I hope people will be more sympathetic to you in a context where you don’t excel than you are to people who don’t live up to your expectations.
I’ve fat-fingered a spell or two while playing on my phone. Hit the wrong troop, then hit cast while trying to back out. There’s always going to be a point where it’s too late to take it back, but I don’t see why the interval between pushing cast and selecting a target would be less reasonable than between picking a troop and hitting cast.
But perhaps you’d like to suggest that the cast screen be removed entirely, with spells being cast the moment you select a troop, so that players are required to memorize what all the spells do, and keep track of the relevant numbers outside the game. It would speed up battles a little for hardcore players, make things a little more convenient for them. But that’s an argument against it, isn’t it? You seem awfully opposed to convenience.

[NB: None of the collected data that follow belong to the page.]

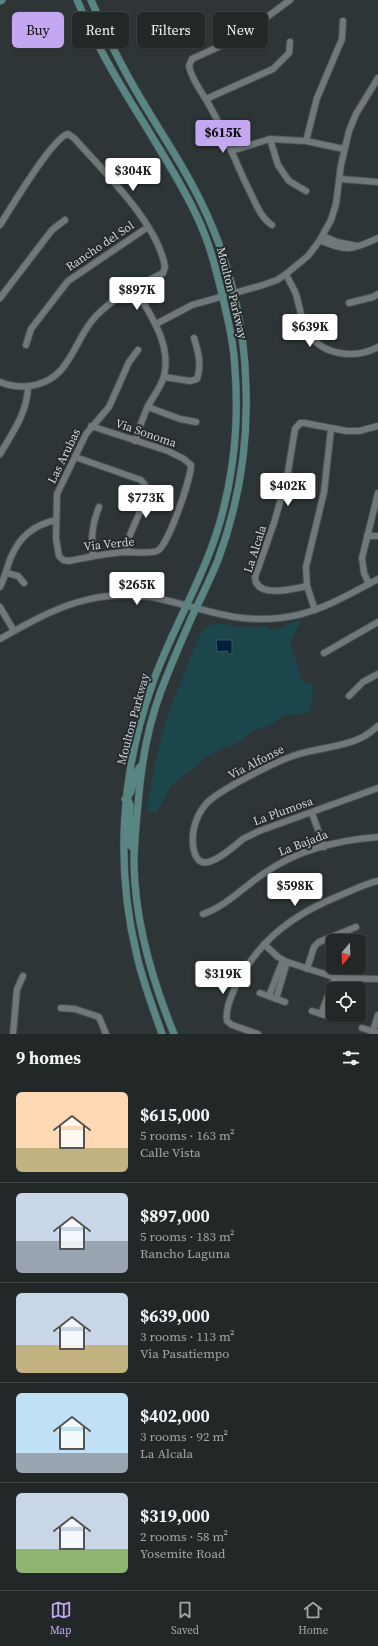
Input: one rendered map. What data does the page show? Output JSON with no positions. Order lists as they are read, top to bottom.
{
  "streets": {
    "main road": ["Moulton Parkway"],
    "street": [
      "Rancho del Sol",
      "Via Sonoma",
      "Las Arubas",
      "Via Verde",
      "La Alcala",
      "Via Alfonse",
      "La Plumosa",
      "La Bajada"
    ]
  },
  "crossings": [
    ["Via Sonoma", "Las Arubas"],
    ["Via Sonoma", "Via Verde"],
    ["Las Arubas", "Via Verde"],
    ["Via Alfonse", "La Plumosa"]
  ],
  "north": "bottom",
  "page": {
    "chip": [
      "Buy",
      "Rent",
      "Filters",
      "New"
    ],
    "price": [
      "$615K",
      "$304K",
      "$897K",
      "$639K",
      "$402K",
      "$773K",
      "$265K",
      "$598K",
      "$319K"
    ],
    "heading": "9 homes",
    "list": [
      {
        "name": "$615,000",
        "note": "5 rooms · 163 m² · Calle Vista"
      },
      {
        "name": "$897,000",
        "note": "5 rooms · 183 m² · Rancho Laguna"
      },
      {
        "name": "$639,000",
        "note": "3 rooms · 113 m² · Via Pasatiempo"
      },
      {
        "name": "$402,000",
        "note": "3 rooms · 92 m² · La Alcala"
      },
      {
        "name": "$319,000",
        "note": "2 rooms · 58 m² · Yosemite Road"
      }
    ],
    "tabs": ["Map", "Saved", "Home"]
  }
}
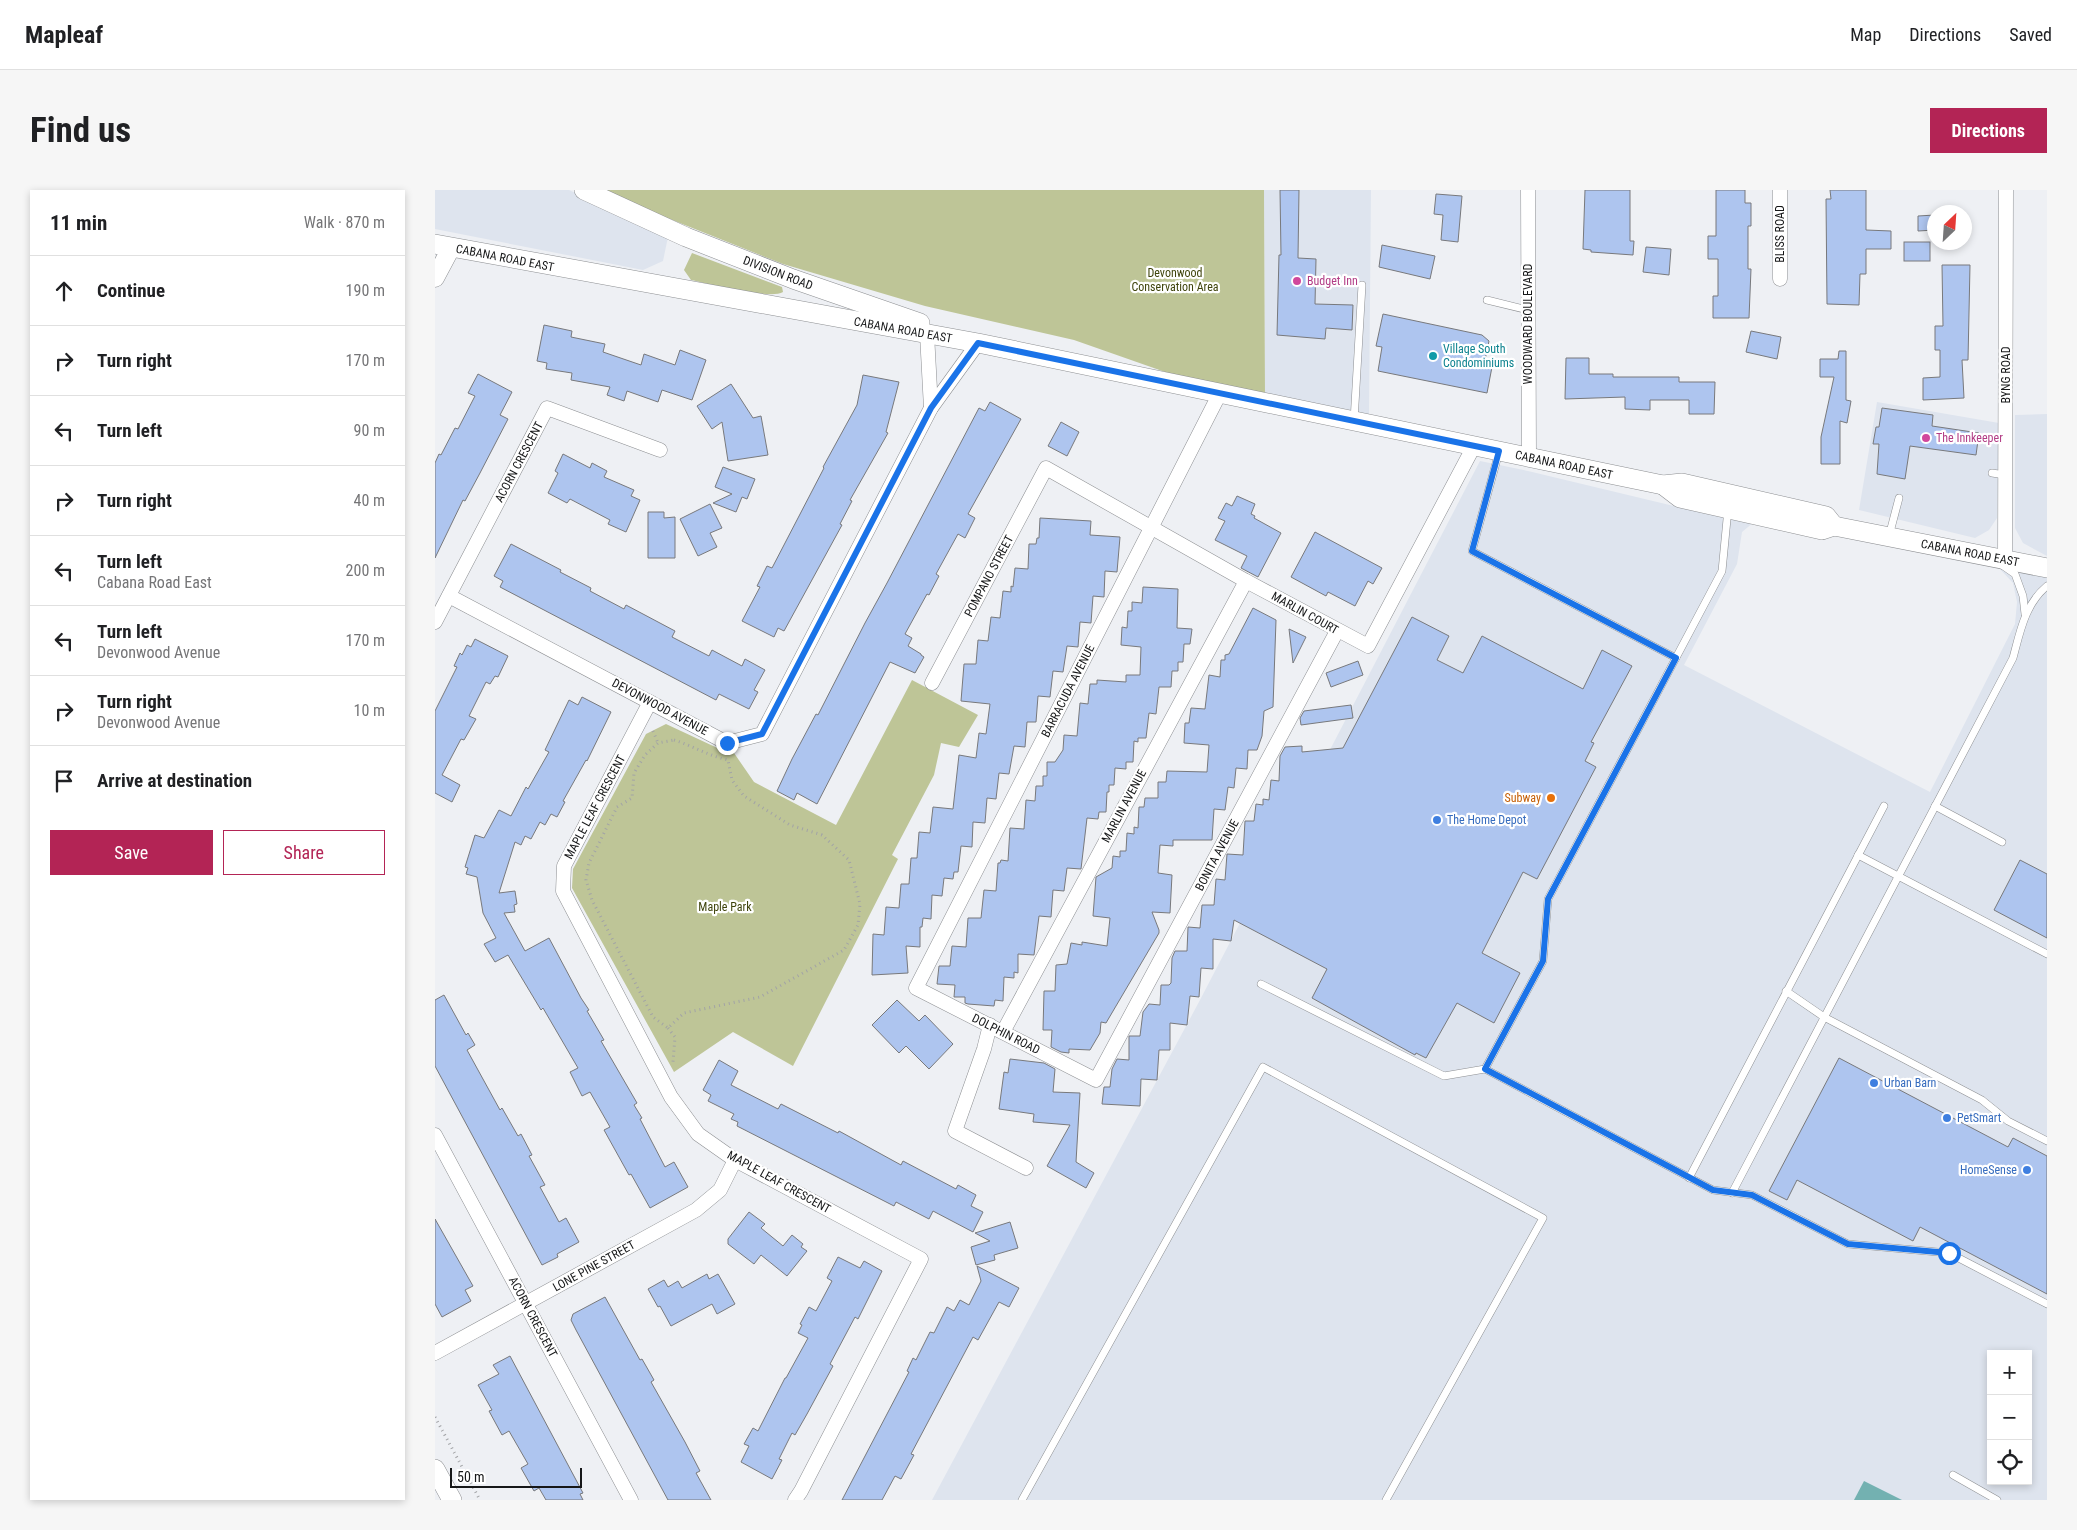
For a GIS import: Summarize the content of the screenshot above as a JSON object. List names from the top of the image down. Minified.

Part of game design is determining which skills you actually want to affect the player’s performance, and which shouldn’t be relevant. This isn’t a game that revolves around manual dexterity or reaction time. It doesn’t require the player to memorize abilities, or do a lot of math. The game provides that information, even during battles. Allowing players to back out of spell before selecting a target isn’t going to make them win games they’re not otherwise prepared or skillful enough to win. It just removes a little frustration, and minimizing frustration is one of the key components of interface design.